The amount recognised as a provision is the best estimate of the consideration to settle the present obligation at the statement of financial position date, taking into account the risks and uncertainties surrounding the obligation. Where a provision is measured using the cash flows estimated to settle the present obligation, its carrying amount is the present value of those cash flows.
When some or all of the economic benefits required to settle a provision are expected to be recovered from a third party, a receivable is recognised as an asset if it is virtually certain that reimbursement will be received and the amount of the receivable can be measured reliably.
Mine closure provision
The mine closure provision represents the Directors’ best estimate of the Group’s liability for close-down, dismantling and restoration of the mining and processing site, but excluding reclamation of areas disturbed by mining activities, which is covered under the mine rehabilitation provision. A corresponding amount equal to the provision is recognised as part of property, plant and equipment and depreciated over its estimated useful life. The costs are estimated on the basis of a formal closure plan and are subject to regular review. The mine closure provision is determined as the net present value based on a risk free rate of such estimated costs. Changes in the estimated timing or costs are recorded by an adjustment to the provision and corresponding adjustment to property, plant and equipment. The unwinding of the discount on the mine closure provision is recognised as a finance cost and capitalised if eligible.
Mine rehabilitation provision
The mine rehabilitation provision represents the Directors’ best estimate of the Company’s liability for reclaiming areas disturbed by mining activities.

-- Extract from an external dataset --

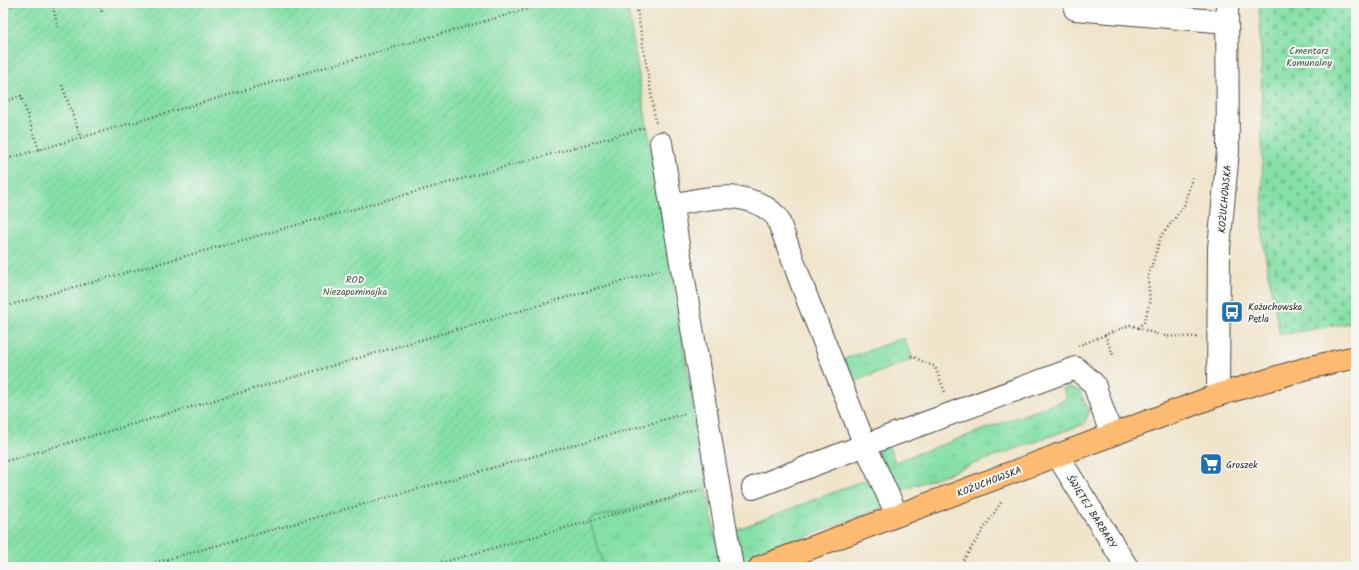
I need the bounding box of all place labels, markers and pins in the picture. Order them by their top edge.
bus stop icon: Kożuchowska Pętla [1219,299,1245,325]
place label: Kożuchowska Pętla [1248,299,1303,327]
supermarket icon: Groszek [1198,451,1224,477]
place label: Groszek [1226,457,1258,473]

Reclamation costs are recognised in each period in the statement of comprehensive income based on the area disturbed in such period.
The legal provision represents the Directors’ best estimate of the Company’s liability for costs associated with a defamation case and further actions taken by a former Director.

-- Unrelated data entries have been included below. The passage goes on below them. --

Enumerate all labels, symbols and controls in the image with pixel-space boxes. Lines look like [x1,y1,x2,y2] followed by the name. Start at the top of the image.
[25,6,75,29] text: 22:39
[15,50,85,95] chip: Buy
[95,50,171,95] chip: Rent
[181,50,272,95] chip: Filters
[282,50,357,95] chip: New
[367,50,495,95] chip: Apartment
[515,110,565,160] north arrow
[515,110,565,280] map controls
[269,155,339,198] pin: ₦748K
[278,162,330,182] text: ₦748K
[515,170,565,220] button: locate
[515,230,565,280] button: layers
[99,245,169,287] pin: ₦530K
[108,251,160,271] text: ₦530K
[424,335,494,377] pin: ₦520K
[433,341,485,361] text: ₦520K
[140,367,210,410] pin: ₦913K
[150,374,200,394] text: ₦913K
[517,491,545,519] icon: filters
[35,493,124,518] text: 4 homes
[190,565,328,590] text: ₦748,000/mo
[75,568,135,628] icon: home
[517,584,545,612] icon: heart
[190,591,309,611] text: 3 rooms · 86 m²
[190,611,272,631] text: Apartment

Executive Director bonus provision
The key features of the Annual Bonus Scheme for the Executive Directors is the payment of a bonus earned for target performance which is deferred for three years.

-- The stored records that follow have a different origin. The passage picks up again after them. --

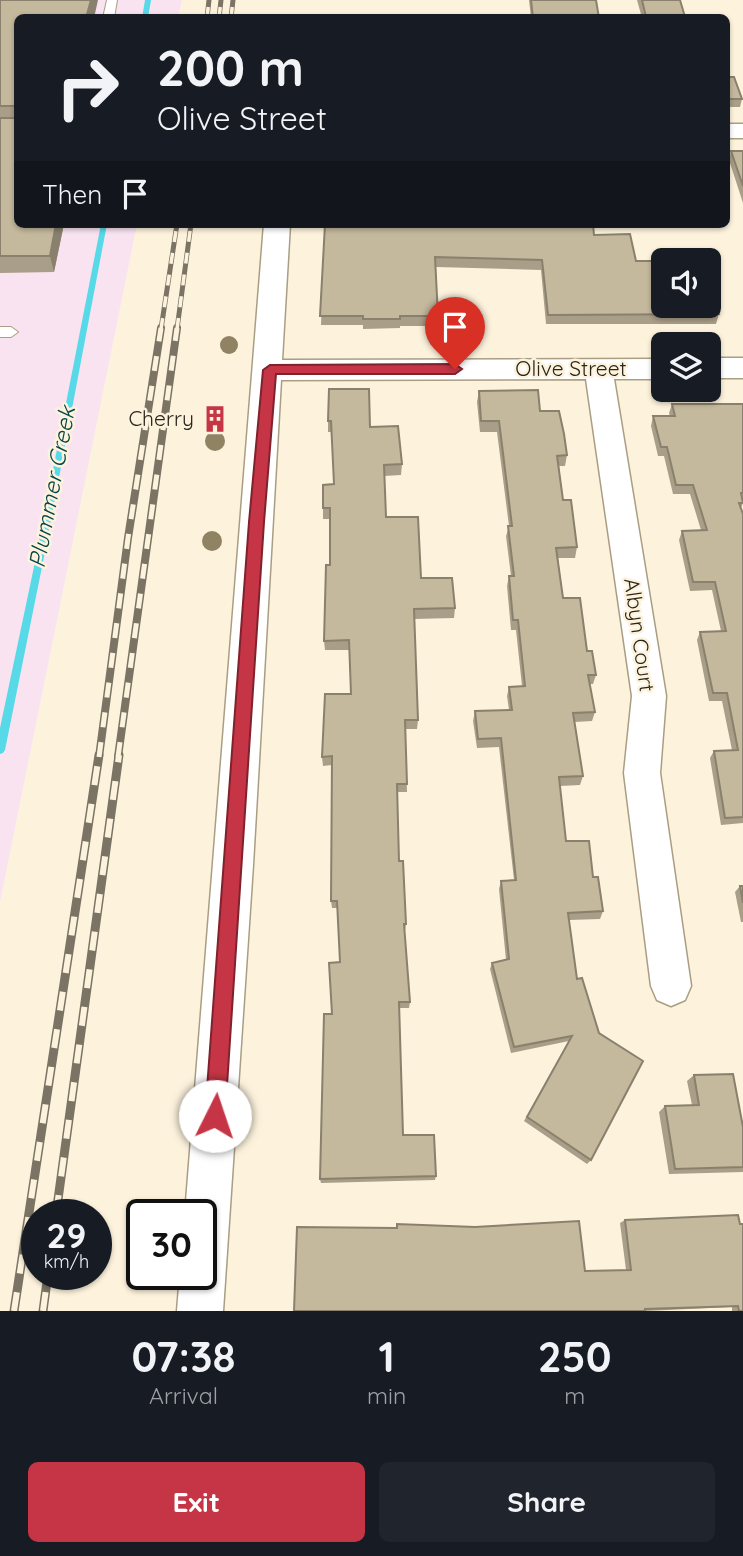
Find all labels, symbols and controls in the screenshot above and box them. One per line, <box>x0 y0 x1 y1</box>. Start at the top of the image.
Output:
text: 200 m <box>157 37 304 98</box>
icon: right <box>42 42 133 133</box>
text: Olive Street <box>157 98 327 138</box>
icon: arrive <box>116 175 154 213</box>
text: Then <box>42 178 102 211</box>
map controls <box>651 248 721 402</box>
button: sound <box>651 248 721 318</box>
pin <box>425 297 485 369</box>
icon: arrive <box>436 308 474 346</box>
button: layers <box>651 332 721 402</box>
street label: Olive Street <box>515 355 627 381</box>
water label: Plummer Creek <box>22 402 82 570</box>
building icon: Cherry <box>200 404 230 434</box>
place label: Cherry <box>128 405 194 431</box>
street label: Albyn Court <box>619 576 661 693</box>
position arrow <box>178 1079 252 1153</box>
speed limit sign: 30 <box>126 1199 217 1290</box>
text: 29 <box>47 1213 86 1257</box>
text: km/h <box>44 1250 89 1273</box>
text: 07:38 <box>131 1330 236 1383</box>
text: 1 <box>378 1330 395 1383</box>
text: 250 <box>538 1330 612 1383</box>
text: Arrival <box>149 1381 218 1410</box>
text: min <box>367 1381 406 1410</box>
text: m <box>564 1381 585 1410</box>
button: Exit <box>28 1462 365 1542</box>
button: Share <box>379 1462 715 1542</box>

The Group issues share options to certain Directors, employees and consultants. Share options are measured at fair value at the date of grant. The fair value determined at the grant date of the share options is expensed on a straight-line basis over the vesting period, based on the Group’s estimate of the shares that will eventually vest and adjusted for the effect of non-market based vesting conditions. Fair value is measured using a Black-Scholes pricing model. Share options granted to employees of subsidiary undertakings of the Company are recognised as an expense in the statement of comprehensive income of the subsidiary undertaking and as a capital contribution in the statement of financial position. The share-based payment is capitalised when its costs is directly attributable to the acquisition, construction or production of qualifying assets, which are assets that necessarily take a substantial period of time to get ready for their intended use, are added to the cost of those assets, until such time as the assets are substantially ready for their intended use. The policy described above is applied to all equity-settled share-based payments granted after 7 November 2002 that vested after 1 January 2005.